** WHAT THE TASK REQUIRES **
Find the lines in the records that carry the word "hidden". Copy each one.

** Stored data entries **
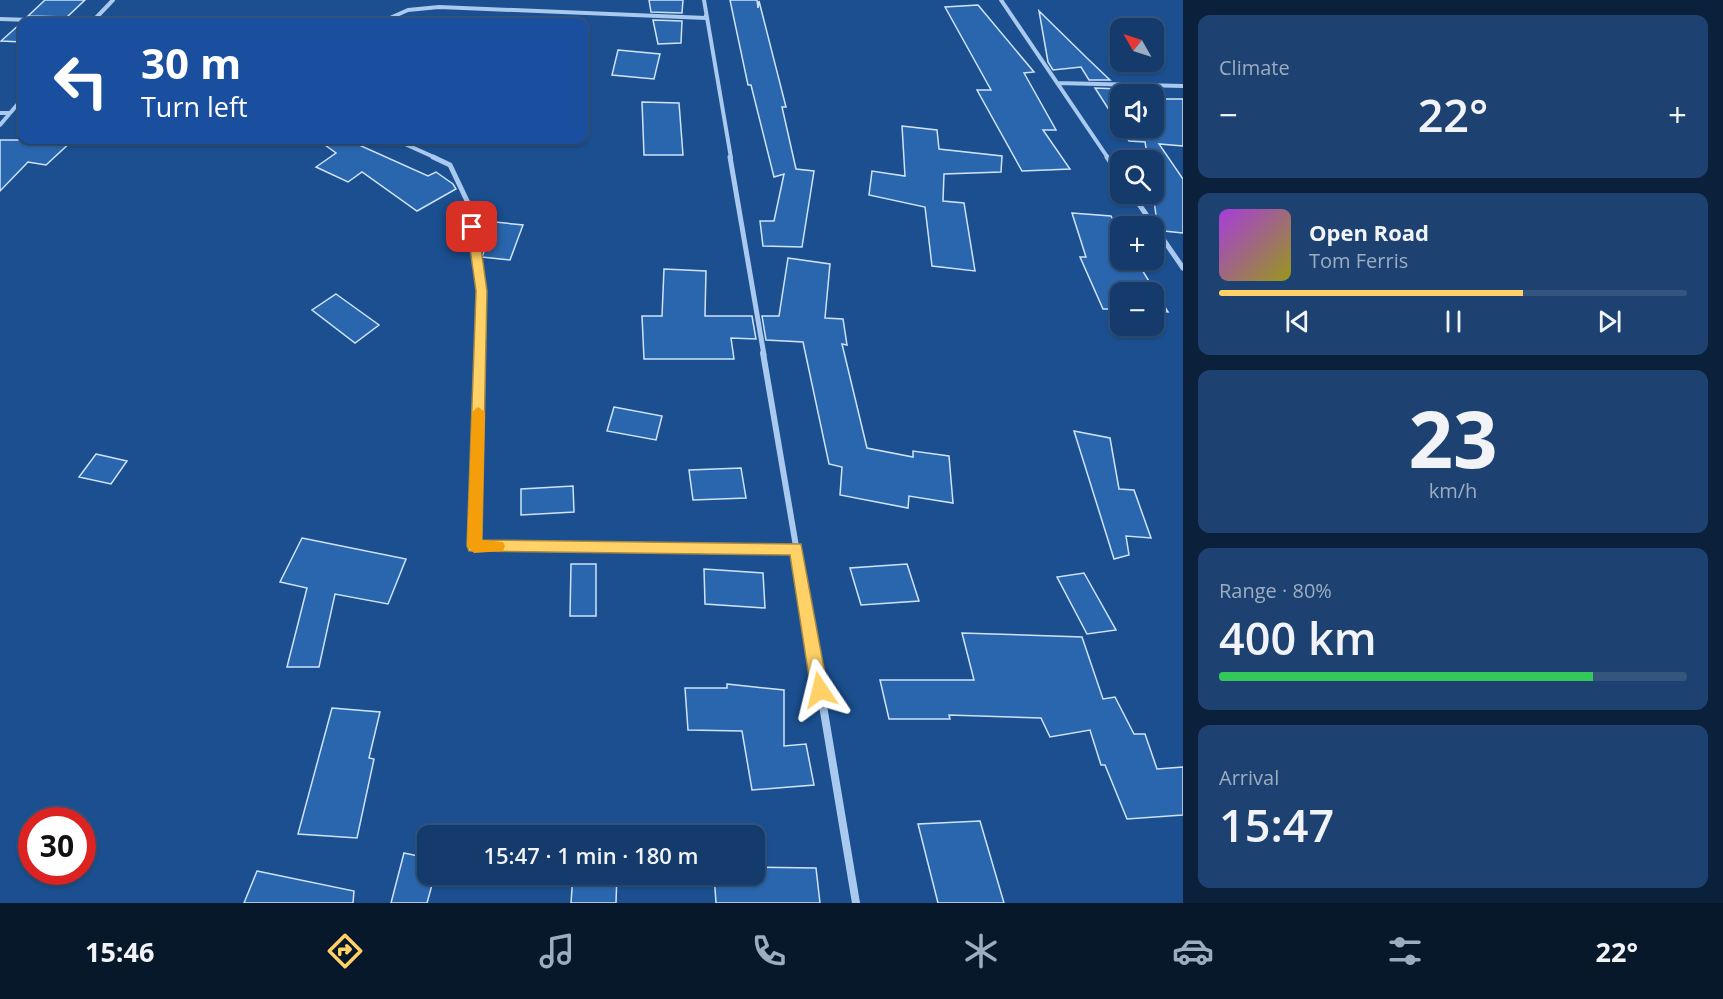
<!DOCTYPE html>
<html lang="en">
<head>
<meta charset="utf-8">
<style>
	:root { --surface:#143b6b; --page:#1d4271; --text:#f1f3f6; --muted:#9dadc1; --line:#33557e; --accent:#ffd166 }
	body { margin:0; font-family:"Open Sans",sans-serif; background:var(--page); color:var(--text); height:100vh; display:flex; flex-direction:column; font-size:22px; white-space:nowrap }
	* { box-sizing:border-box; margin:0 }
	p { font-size:20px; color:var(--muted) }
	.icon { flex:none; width:33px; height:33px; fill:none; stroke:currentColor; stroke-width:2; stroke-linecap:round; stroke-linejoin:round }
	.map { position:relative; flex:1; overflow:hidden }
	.sheet { display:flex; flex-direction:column; gap:15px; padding:15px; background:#0b203b; width:540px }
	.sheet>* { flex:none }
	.banner { position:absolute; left:18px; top:18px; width:570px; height:126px; border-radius:12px; box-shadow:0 2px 4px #0004,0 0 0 2px var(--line); background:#1a4fa0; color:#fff; overflow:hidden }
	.needle { width:39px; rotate:309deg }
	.controls { position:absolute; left:1110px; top:18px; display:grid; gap:12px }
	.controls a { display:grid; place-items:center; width:54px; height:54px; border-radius:12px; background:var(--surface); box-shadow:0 2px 4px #0004,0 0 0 2px var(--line); font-size:30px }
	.speed { position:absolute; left:18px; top:807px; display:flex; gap:12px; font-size:30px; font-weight:700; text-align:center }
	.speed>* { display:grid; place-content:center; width:78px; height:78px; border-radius:50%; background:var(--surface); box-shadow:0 2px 4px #0004,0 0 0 2px var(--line); line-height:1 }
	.speed .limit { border:9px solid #d22; background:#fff; color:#111 }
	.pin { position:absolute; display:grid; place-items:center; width:51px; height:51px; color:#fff; margin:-26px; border-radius:12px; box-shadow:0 3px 9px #0006 }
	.me { position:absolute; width:66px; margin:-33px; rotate:350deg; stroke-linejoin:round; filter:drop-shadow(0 0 4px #0008) }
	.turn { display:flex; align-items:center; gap:21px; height:126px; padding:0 24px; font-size:27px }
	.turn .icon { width:78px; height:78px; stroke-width:2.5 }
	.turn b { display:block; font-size:42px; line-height:51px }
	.big { font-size:45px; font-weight:600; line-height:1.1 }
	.sheet .card { flex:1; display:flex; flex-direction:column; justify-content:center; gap:9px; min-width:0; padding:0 21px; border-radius:12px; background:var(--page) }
	.sheet .dial { align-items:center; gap:0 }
	.dial b { font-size:78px; line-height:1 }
	.song { display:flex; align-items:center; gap:18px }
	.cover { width:72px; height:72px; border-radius:9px; background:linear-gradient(135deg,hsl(280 70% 55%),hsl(60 70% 35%)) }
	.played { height:6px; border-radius:3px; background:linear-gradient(90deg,var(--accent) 65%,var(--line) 65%) }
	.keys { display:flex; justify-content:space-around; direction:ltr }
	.heat { display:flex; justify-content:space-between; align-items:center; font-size:33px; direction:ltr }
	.charge { height:9px; border-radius:4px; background:linear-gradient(90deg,#34c759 80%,var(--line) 0) }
	.trip { position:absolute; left:417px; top:825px; width:348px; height:60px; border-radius:12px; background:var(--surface); box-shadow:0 2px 4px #0004,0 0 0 2px var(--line); font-weight:600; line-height:60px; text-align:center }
	.tab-bar { display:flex; height:96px; justify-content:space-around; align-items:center; background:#08182b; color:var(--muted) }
	.tab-bar .icon { width:42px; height:42px }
	.tab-bar .active { color:var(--accent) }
	.tab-bar b { font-size:27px; color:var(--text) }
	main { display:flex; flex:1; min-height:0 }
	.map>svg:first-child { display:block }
	.building { fill:#2a66ad; stroke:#cfe3fa; stroke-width:1.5 }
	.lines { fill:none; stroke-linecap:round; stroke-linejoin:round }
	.minor-far3 { stroke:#a9c9ee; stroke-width:4 }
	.minor-far2 { stroke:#a9c9ee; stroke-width:5 }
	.minor-far1 { stroke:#a9c9ee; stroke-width:6 }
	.minor { stroke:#a9c9ee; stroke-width:8 }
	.route { fill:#ffd166; stroke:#a68842; stroke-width:1.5 }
	.slow { fill:#f59e0b }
</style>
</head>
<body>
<main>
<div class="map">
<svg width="1183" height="903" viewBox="0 0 1183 903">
	<rect width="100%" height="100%" fill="#1b4f8f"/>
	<path class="building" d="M45,0H85L67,17L28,16Z
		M649,0H683L682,13L651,12Z
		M730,0H757L758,8L759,1L786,107H782L796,169L814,171L802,247L763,246L760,221H774L784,174L774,177L751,85H748Z
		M978,5L1034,72L1024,73L1056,130H1043L1070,169L1022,171L977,90H991L945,7Z
		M1039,11L1089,60L1110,80H1089L1081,67L1053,70L1048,62Z
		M653,20L682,21L681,43L658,44Z
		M20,24H22V42L1,41Z
		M618,50L660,54L654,79L612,75Z
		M1095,88L1119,89L1125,94H1120V127Z
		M1154,99H1183V146L1159,144L1183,179V233L1164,231L1157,222L1153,194L1154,160H1148L1145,142L1129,141L1121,128H1154Z
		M642,102L679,103L683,155H644Z
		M902,126L937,130L939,149L1002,156L1001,172L944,174L943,201L964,203L975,271L932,266L925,207L869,195L872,171L905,176Z
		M0,140H73L46,165L28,162L0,191Z
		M318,140H348L428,176L436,172L453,184L456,189L417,211L362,172L348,182L316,167L336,153Z
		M1072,213L1111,216L1120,233V260H1136L1168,312L1154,311V292H1120V309H1103L1080,257H1086Z
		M495,222L523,225L510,260L482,257Z
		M788,258L830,264L825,318L843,319L847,345L842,344L867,448L913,457V451L949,456L953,503L909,496L908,508L840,495L842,467L829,464L803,342L766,340L762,316H779Z
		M664,269L706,271L705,316H752L756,339L731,338L734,359H644L642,316H662Z
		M336,294L379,325L355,343L312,310Z
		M614,407L662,416L656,440L607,431Z
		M1074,431L1110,438L1119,489L1134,490L1151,538L1126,536L1129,555L1114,559Z
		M96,454L127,461L111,484L79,477Z
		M741,468L746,498L693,500L689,470Z
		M573,486L574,512L521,515V489Z
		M302,538L406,559L388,604L335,594L319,667H287L307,588L280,582Z
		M571,564H596V616H570Z
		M907,564L919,601L861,605L850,568Z
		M704,569L763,573L765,608L705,604Z
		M1084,573L1116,630L1087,634L1057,577Z
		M962,633L1082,637L1103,699L1115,697L1134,734H1145L1157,769L1183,767V815L1127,819L1105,765H1101L1090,730L1050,737L1041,718L949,715L950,719H889L880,680H974Z
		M727,684L784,690V746L806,744L814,785L752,790L742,731L688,730L685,688H727Z
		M332,708L380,712L369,758L374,759L357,838L298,834Z
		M980,821L1004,903H938L918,824Z
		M404,853L428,858V874H435L427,903H391Z
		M754,867L816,868L820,903H716L714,874H754Z
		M257,871L354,891L353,903H244Z
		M573,874H617L616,903H571Z"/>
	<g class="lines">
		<path class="minor-far3" d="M704,0L731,158
			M1001,0L1108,158
			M0,19L93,22
			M92,22L113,0
			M381,22L408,10L439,7L706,18V15
			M1057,83L1183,86
			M0,113H10
			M0,125L22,99
			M396,140L436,158"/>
		<path class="minor-far2" d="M433,157L450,165L469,205L481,291L479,355
			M730,157L764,355
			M1107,157L1120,177
			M1132,194L1183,268"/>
		<path class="minor-far1" d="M479,353L474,546L796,549
			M763,353L805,599"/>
		<path class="minor" d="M805,598L856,903"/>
	</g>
	<path class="route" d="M472,223L478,227L487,291L482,540L801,544L828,690L826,696L820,699L814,696L811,690L790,555L469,551L467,546L476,291L467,227Z"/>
	<path class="slow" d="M478,407L485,412L482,540L503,542L505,546L503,551L474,553L467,546L472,412Z"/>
</svg>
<div class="controls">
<a><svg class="needle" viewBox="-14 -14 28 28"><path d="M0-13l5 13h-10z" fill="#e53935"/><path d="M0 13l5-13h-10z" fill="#9dadc1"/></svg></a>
<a><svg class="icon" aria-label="sound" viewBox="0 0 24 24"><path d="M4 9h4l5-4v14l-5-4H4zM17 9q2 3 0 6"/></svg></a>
<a><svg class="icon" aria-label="search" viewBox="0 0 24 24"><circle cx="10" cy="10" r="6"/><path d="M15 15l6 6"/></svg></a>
<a>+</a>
<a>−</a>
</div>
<div class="speed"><div class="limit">30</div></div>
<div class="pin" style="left:472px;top:227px;background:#d93025"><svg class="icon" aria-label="arrive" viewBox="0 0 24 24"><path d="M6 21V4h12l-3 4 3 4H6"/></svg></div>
<svg class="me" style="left:820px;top:690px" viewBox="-20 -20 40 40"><path d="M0-17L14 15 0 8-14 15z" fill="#ffd166" stroke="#fff" stroke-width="4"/></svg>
<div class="trip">15:47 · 1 min · 180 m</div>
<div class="banner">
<div class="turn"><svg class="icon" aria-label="left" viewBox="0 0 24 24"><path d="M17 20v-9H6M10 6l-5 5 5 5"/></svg><div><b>30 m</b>Turn left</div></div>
</div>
</div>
<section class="sheet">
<div class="card"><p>Climate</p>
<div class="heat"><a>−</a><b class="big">22°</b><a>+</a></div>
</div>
<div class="card">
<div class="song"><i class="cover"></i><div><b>Open Road</b><p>Tom Ferris</p></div></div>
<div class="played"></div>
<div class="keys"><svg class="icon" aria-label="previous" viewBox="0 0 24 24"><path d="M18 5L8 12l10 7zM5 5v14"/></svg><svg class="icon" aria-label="pause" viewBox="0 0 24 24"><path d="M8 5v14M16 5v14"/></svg><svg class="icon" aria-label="next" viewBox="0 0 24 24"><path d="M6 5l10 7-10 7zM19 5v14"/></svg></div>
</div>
<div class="card dial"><b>23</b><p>km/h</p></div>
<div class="card"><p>Range · 80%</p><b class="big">400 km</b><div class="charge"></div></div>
<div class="card"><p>Arrival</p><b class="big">15:47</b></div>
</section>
</main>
<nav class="tab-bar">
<b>15:46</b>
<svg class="icon active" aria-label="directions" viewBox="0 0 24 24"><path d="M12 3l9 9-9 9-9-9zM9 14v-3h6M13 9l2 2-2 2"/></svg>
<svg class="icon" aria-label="music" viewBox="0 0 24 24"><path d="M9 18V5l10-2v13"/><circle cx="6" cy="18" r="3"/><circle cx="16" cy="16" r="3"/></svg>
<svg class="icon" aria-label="phone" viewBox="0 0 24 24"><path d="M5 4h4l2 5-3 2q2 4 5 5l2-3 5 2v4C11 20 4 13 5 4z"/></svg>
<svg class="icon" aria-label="climate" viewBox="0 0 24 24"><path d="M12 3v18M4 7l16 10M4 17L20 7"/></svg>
<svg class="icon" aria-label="car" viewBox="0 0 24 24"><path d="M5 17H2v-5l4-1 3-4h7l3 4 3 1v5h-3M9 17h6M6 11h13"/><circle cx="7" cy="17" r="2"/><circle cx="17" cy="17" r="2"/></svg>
<svg class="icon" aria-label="filters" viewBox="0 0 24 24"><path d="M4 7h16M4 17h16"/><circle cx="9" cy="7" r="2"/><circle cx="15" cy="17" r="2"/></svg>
<b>22°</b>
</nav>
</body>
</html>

** SOLUTION TO THIS PROBLEM **
	.map { position:relative; flex:1; overflow:hidden }
	.banner { position:absolute; left:18px; top:18px; width:570px; height:126px; border-radius:12px; box-shadow:0 2px 4px #0004,0 0 0 2px var(--line); background:#1a4fa0; color:#fff; overflow:hidden }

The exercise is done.